Good Reads 2016 Challenge


I am doing the Good Reads reading challenge again this year. I love being able to track what I have been reading and it ensures I always have my head in a book when I have some free time.

I did a similar post to this last year, so I have decided again to post my thoughts about my favourite books of the year so far.

The Outsiders by S.E Hinton

The Outsiders

I was always a little curious about this novel. Quotes from this book (and the subsequent film adaptation) seem to come up in pop culture quite a lot. Also, when I lived in New Jersey, I knew a boy who had ‘Nothing Gold Can Stay’ tattooed across his stomach in huge letters! So I was quite happy to finally order a copy of the Outsiders and see what the fuss was all about.

It’s a fairly short read, and one I wish I had read when I was younger. I feel like it would have been a lot more relevant to me as a teenager. It’s scrappy and raw, a contemporary classic that truly reflects all the layers and pain of being young and misdirected.

The Lola Quartet by Emily St John Mandel

 The Lola Quartet

I have been slowly reading all of this author’s books. I loved Station Eleven, so thought I would check out the rest. I have The Singer’s Gun left to read, which I actually reserved and collected from my local library last week (recently re-discovered – how much fun libraries are!).

Firstly, I adore her writing style. It is detailed and slow burning. All the different strands of the story come together and nothing is forgotten.  I love anything that combines genres – you couldn’t put any of Mandel’s books into a specific box.
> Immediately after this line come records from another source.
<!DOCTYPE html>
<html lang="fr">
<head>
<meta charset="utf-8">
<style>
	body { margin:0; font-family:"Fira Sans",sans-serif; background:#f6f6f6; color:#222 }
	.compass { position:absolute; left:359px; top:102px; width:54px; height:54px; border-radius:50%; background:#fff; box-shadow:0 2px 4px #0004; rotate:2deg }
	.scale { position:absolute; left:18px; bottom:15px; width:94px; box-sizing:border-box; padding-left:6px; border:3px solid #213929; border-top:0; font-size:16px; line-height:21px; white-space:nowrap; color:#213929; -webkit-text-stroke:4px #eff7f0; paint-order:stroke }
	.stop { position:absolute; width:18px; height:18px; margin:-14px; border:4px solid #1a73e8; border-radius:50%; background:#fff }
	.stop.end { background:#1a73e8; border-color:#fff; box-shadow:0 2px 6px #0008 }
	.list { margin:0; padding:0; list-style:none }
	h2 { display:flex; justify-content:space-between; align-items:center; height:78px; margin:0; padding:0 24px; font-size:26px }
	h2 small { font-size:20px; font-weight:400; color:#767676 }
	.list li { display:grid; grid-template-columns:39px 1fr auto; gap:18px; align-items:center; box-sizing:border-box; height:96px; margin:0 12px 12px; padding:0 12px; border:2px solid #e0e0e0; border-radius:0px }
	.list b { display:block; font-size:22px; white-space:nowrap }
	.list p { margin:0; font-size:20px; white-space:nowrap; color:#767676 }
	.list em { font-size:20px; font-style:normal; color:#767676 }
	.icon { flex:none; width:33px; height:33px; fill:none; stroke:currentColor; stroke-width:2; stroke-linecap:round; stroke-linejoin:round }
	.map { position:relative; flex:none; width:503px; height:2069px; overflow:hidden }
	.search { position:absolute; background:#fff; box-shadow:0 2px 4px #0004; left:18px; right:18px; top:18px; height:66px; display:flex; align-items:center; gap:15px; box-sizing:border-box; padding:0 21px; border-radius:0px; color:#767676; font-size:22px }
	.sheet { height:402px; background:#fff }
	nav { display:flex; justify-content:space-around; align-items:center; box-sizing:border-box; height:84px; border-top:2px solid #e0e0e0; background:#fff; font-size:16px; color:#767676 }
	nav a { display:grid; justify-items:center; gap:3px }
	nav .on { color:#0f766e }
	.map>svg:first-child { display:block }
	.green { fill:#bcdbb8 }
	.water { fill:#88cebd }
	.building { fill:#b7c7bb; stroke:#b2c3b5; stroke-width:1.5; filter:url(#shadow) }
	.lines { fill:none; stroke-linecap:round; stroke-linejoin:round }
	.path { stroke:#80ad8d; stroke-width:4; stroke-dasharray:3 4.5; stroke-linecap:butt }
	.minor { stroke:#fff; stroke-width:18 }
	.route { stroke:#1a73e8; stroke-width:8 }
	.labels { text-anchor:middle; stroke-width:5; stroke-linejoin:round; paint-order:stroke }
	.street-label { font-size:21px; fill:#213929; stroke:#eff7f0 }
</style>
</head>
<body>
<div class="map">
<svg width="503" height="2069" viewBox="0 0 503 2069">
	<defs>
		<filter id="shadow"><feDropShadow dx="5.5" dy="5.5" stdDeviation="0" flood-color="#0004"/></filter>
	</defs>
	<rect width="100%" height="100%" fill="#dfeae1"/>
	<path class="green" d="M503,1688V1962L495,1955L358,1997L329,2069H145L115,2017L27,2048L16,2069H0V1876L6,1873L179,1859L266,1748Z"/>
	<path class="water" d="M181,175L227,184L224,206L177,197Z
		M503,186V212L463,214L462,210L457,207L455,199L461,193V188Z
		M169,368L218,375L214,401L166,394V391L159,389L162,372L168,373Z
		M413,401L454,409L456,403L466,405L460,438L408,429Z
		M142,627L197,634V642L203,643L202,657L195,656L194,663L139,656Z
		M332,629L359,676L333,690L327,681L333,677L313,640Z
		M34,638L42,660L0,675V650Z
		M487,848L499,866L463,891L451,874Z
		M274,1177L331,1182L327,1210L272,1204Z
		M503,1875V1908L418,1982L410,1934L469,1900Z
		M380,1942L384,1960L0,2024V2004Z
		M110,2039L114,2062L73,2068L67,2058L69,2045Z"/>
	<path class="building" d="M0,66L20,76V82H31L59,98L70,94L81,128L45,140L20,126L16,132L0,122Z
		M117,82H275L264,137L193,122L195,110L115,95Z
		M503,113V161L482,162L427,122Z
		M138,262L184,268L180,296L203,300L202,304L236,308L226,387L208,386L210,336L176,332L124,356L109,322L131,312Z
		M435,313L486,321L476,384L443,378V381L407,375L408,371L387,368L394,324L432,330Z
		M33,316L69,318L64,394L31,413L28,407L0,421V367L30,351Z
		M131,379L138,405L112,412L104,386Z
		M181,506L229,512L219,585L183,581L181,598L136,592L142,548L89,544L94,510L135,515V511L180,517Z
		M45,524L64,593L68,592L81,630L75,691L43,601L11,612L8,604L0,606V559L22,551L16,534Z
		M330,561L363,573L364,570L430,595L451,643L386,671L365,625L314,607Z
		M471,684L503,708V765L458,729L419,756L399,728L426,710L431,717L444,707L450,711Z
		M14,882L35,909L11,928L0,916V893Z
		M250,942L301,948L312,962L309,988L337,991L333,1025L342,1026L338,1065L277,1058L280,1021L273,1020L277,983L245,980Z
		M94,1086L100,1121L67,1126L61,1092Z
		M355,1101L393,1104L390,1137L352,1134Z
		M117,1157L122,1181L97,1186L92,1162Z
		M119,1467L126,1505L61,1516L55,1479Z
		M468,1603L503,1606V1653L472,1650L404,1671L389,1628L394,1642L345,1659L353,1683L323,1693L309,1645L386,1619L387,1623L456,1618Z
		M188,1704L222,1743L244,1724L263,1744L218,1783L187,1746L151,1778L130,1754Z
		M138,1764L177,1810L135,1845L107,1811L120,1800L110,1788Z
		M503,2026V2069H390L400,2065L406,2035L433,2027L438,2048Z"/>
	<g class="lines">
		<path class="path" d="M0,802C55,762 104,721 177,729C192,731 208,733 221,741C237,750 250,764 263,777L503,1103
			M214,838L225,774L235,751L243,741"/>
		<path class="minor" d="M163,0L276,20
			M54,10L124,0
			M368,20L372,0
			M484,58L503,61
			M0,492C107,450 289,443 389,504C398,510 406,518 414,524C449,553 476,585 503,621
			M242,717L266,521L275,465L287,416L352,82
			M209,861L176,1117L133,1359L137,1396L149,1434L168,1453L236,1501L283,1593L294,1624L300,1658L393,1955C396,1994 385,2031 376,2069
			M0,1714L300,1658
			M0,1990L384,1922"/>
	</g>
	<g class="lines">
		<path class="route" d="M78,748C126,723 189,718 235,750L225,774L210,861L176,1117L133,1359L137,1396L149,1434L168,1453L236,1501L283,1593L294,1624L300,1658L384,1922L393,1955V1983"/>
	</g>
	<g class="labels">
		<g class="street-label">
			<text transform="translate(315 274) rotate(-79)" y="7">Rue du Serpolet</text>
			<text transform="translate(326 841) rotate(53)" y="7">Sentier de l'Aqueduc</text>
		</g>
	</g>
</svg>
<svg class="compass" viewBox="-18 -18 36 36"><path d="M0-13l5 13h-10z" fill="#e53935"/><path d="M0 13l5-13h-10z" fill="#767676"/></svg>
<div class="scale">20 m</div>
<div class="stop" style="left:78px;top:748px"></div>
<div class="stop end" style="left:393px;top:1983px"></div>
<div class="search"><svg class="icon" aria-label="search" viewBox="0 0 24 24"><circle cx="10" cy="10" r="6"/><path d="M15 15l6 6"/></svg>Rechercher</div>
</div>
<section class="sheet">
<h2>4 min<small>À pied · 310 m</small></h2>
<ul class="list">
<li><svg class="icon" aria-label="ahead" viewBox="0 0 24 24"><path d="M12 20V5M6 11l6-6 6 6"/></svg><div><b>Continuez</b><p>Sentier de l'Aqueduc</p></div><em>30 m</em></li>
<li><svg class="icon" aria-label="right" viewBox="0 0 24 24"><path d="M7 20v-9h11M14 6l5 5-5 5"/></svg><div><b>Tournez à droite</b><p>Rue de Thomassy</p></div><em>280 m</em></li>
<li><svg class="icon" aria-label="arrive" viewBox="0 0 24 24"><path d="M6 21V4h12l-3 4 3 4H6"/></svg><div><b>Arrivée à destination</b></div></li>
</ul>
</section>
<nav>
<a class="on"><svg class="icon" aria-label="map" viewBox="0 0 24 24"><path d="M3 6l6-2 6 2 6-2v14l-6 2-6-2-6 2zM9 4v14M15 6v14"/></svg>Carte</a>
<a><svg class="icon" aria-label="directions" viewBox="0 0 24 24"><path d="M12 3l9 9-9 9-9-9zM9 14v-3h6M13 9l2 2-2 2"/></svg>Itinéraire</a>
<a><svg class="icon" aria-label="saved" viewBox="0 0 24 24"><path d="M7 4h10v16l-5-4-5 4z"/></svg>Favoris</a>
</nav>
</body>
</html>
Her characters are flawed and realistic, with tiny details and quirks, some of them likeable, other distinctly annoying or frustrating. I recommend this one for anyone who loves mystery, drama, and has a yearning for travel in their literature.

Me Before You by Jojo Moyes

 Me Before You

This isn’t my usual genre at all, but this book really got to me. I couldn’t wait to read the sequel, but I actually gave up on it because I couldn’t get on with the story and a certain main character wasn’t there! Anyway, there was something so lovely and sad about this book I just couldn’t put it down. It is definitely outstanding within its genre, something that I imagine is very difficult to do. The ending DID frustrate me a little, but it also asks a lot of complex questions. We all have a limit, so what would yours be?

Big Magic by Elizabeth Gilbert

Big Magic

I briefly mentioned this book in my last blog post. Having struggled to manage writing and full time work recently, alongside a busy social life, going to the gym AND staving off bouts of anxiety…I’ve not felt at my creative best for a while.

This book made me realise the picture of a writer that I have in my mind is not real or attainable. It takes hard work and persistence, the drive to develop writing skills and be constantly learning all the time. It also made me see that having a full time job is SMART.

I really would recommend this to all creative types. I know of many people who give up completely when they realise that writing or making art is not something they can do all the time. I have learned that it doesn’t have to be all or nothing, which is a big, important lesson that everyone should learn.

Reasons to Stay Alive by Matt Haig

Reasons To Stay Alive

I really needed this book. As someone who battles depression and, more recently, anxiety, it was a necessary read. It is important to talk about these things in all forms – through reading or writing, or discussions with family and friends.

Reasons to Stay Alive helped contribute towards my perspective on the things that affect me, and it’s nice to remind yourself sometimes that it’s not just you and you’re not alone. Other people feel it too.